Work order:
So long as no pictures are carried over, output the records below exactly.

** Opening Task data block **

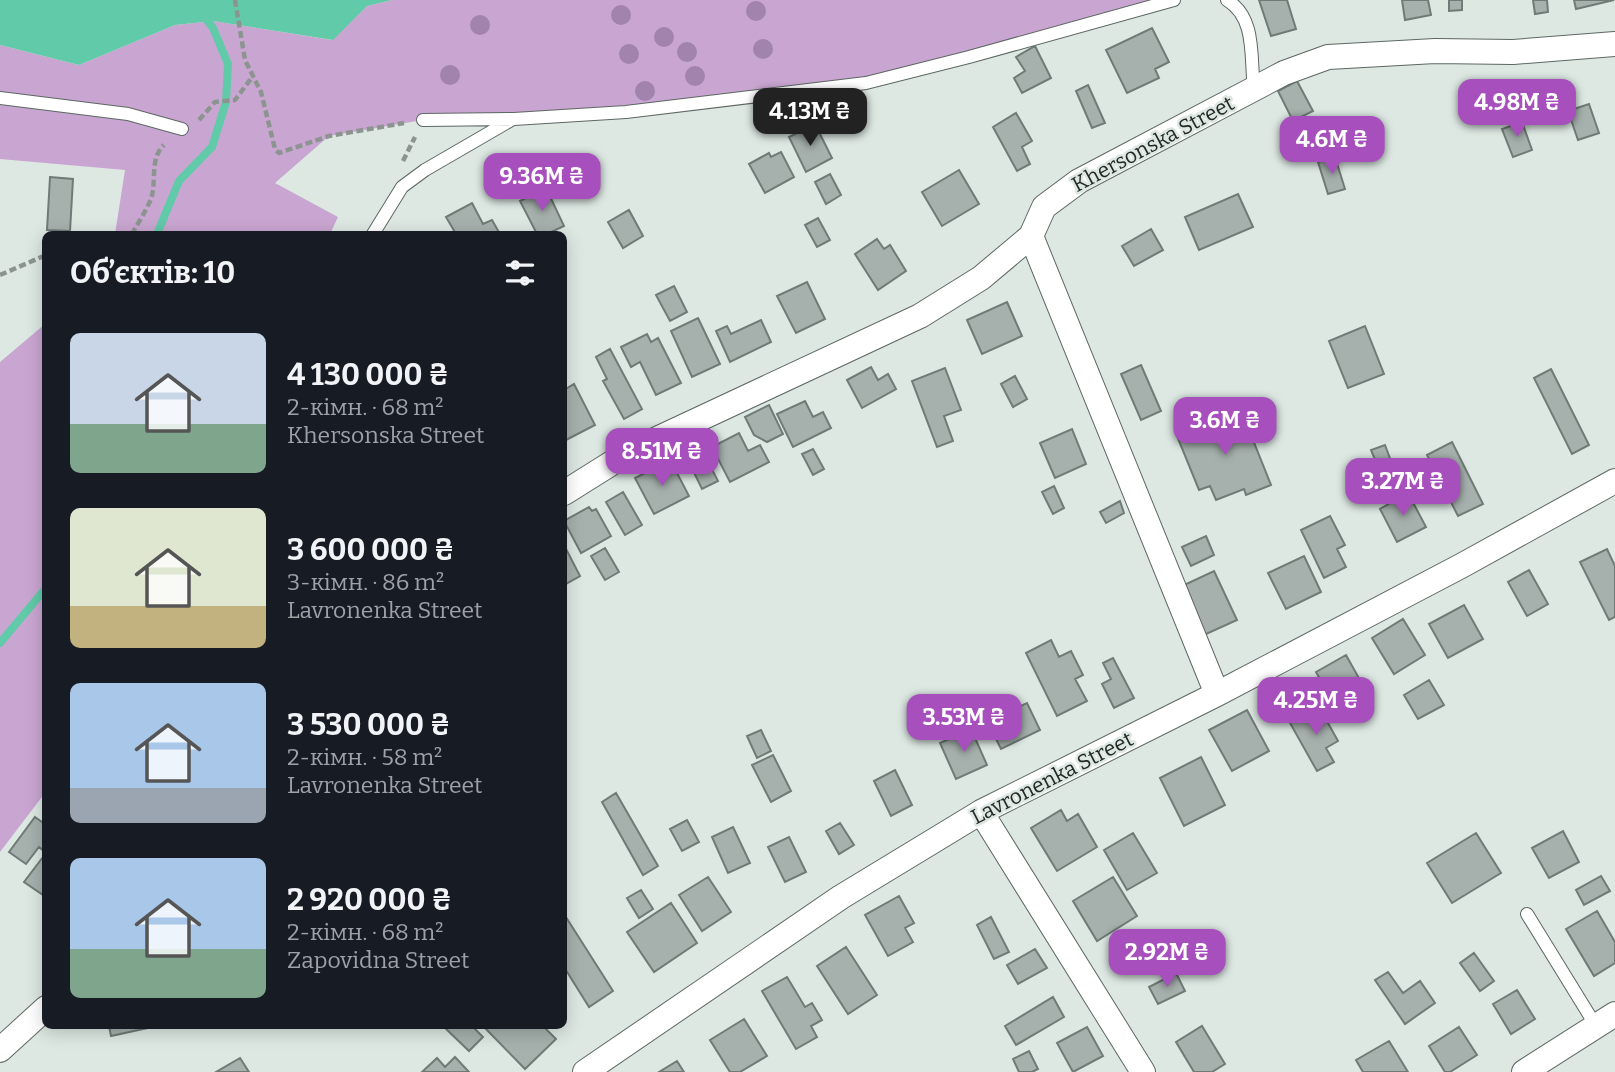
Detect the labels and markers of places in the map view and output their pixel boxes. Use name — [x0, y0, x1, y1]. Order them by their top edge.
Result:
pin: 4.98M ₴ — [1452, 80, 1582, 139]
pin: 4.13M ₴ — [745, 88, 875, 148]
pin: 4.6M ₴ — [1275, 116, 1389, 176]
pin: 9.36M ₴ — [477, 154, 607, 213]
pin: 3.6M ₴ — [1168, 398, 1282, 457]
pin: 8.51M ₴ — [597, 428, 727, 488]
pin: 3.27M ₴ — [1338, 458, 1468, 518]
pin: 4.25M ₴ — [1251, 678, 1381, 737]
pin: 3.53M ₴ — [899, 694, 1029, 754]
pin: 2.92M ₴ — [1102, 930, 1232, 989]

** Closing Task data block **

Written reply:
Detect the labels and markers of places in the map view and output their pixel boxes. Use name — [x0, y0, x1, y1]. Order them by their top edge.
Result:
pin: 4.98M ₴ — [1452, 80, 1582, 139]
pin: 4.13M ₴ — [745, 88, 875, 148]
pin: 4.6M ₴ — [1275, 116, 1389, 176]
pin: 9.36M ₴ — [477, 154, 607, 213]
pin: 3.6M ₴ — [1168, 398, 1282, 457]
pin: 8.51M ₴ — [597, 428, 727, 488]
pin: 3.27M ₴ — [1338, 458, 1468, 518]
pin: 4.25M ₴ — [1251, 678, 1381, 737]
pin: 3.53M ₴ — [899, 694, 1029, 754]
pin: 2.92M ₴ — [1102, 930, 1232, 989]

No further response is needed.